• [ASSIGNMENT] Any pictures should be dropped; everything else in the records is to be returned exactly.

• [RECORDS FOR THIS TASK]
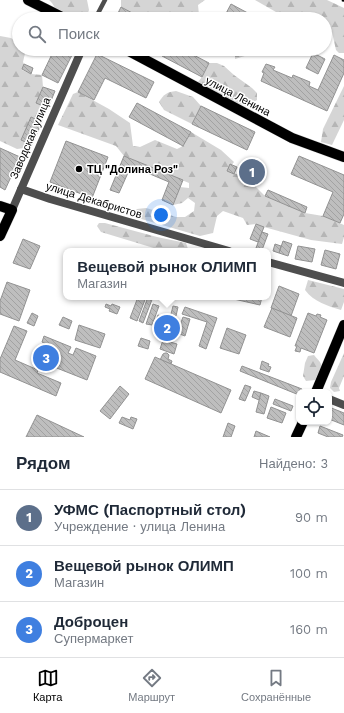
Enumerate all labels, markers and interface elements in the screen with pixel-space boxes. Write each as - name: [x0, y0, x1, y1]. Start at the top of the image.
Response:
- search box: [12, 12, 332, 56]
- icon: search: [26, 23, 48, 45]
- text: Поиск: [58, 25, 100, 43]
- street label: улица Ленина: [203, 74, 273, 119]
- street label: Заводская улица: [7, 95, 54, 181]
- pin: 1: [239, 157, 265, 187]
- place label: ТЦ "Долина Роз": [87, 163, 178, 176]
- marker: ТЦ "Долина Роз": [74, 164, 84, 174]
- street label: улица Декабристов: [44, 180, 144, 221]
- your location: [151, 205, 171, 225]
- popup: [63, 248, 271, 300]
- text: Вещевой рынок ОЛИМП: [77, 258, 257, 276]
- text: Магазин: [77, 276, 127, 291]
- pin: 2: [154, 313, 180, 343]
- pin: 3: [33, 343, 59, 373]
- map controls: [296, 389, 332, 425]
- button: locate: [296, 389, 332, 425]
- text: Рядом: [16, 453, 71, 473]
- text: Найдено: 3: [259, 456, 328, 471]
- text: УФМС (Паспортный стол): [54, 501, 246, 519]
- text: 1: [26, 510, 32, 525]
- text: 90 m: [295, 510, 328, 525]
- text: Учреждение · улица Ленина: [54, 519, 225, 534]
- text: Вещевой рынок ОЛИМП: [54, 557, 234, 575]
- text: 2: [25, 566, 33, 581]
- text: 100 m: [290, 566, 328, 581]
- text: Магазин: [54, 575, 104, 590]
- text: Доброцен: [54, 613, 128, 631]
- text: 3: [25, 622, 33, 637]
- text: 160 m: [290, 622, 328, 637]
- text: Супермаркет: [54, 631, 133, 646]
- tab: Карта: [33, 667, 62, 704]
- tab: Маршрут: [128, 667, 175, 704]
- tab: Сохранённые: [241, 667, 311, 704]

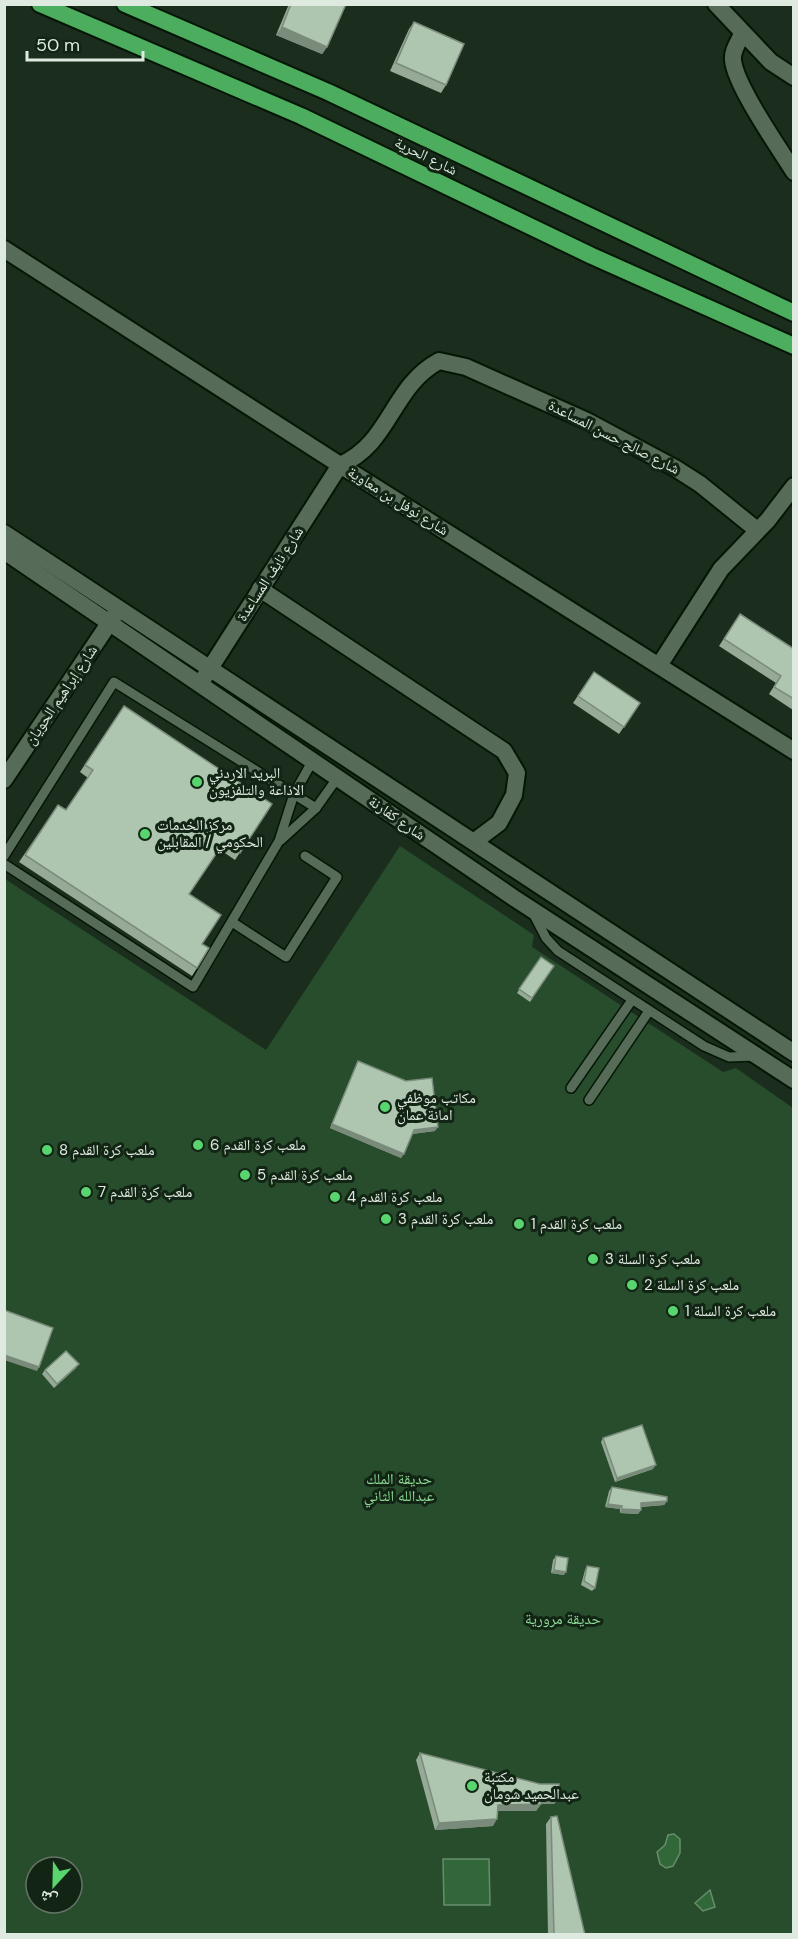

• [RESULT]
Enumerate all labels, markers and interface elements in the screen with pixel-space boxes. Write each as - name: [x0, y0, x1, y1]. Start at the top of the image.
Response:
- search box: [12, 12, 332, 56]
- icon: search: [26, 23, 48, 45]
- text: Поиск: [58, 25, 100, 43]
- street label: улица Ленина: [203, 74, 273, 119]
- street label: Заводская улица: [7, 95, 54, 181]
- pin: 1: [239, 157, 265, 187]
- place label: ТЦ "Долина Роз": [87, 163, 178, 176]
- marker: ТЦ "Долина Роз": [74, 164, 84, 174]
- street label: улица Декабристов: [44, 180, 144, 221]
- your location: [151, 205, 171, 225]
- popup: [63, 248, 271, 300]
- text: Вещевой рынок ОЛИМП: [77, 258, 257, 276]
- text: Магазин: [77, 276, 127, 291]
- pin: 2: [154, 313, 180, 343]
- pin: 3: [33, 343, 59, 373]
- map controls: [296, 389, 332, 425]
- button: locate: [296, 389, 332, 425]
- text: Рядом: [16, 453, 71, 473]
- text: Найдено: 3: [259, 456, 328, 471]
- text: УФМС (Паспортный стол): [54, 501, 246, 519]
- text: 1: [26, 510, 32, 525]
- text: 90 m: [295, 510, 328, 525]
- text: Учреждение · улица Ленина: [54, 519, 225, 534]
- text: Вещевой рынок ОЛИМП: [54, 557, 234, 575]
- text: 2: [25, 566, 33, 581]
- text: 100 m: [290, 566, 328, 581]
- text: Магазин: [54, 575, 104, 590]
- text: Доброцен: [54, 613, 128, 631]
- text: 3: [25, 622, 33, 637]
- text: 160 m: [290, 622, 328, 637]
- text: Супермаркет: [54, 631, 133, 646]
- tab: Карта: [33, 667, 62, 704]
- tab: Маршрут: [128, 667, 175, 704]
- tab: Сохранённые: [241, 667, 311, 704]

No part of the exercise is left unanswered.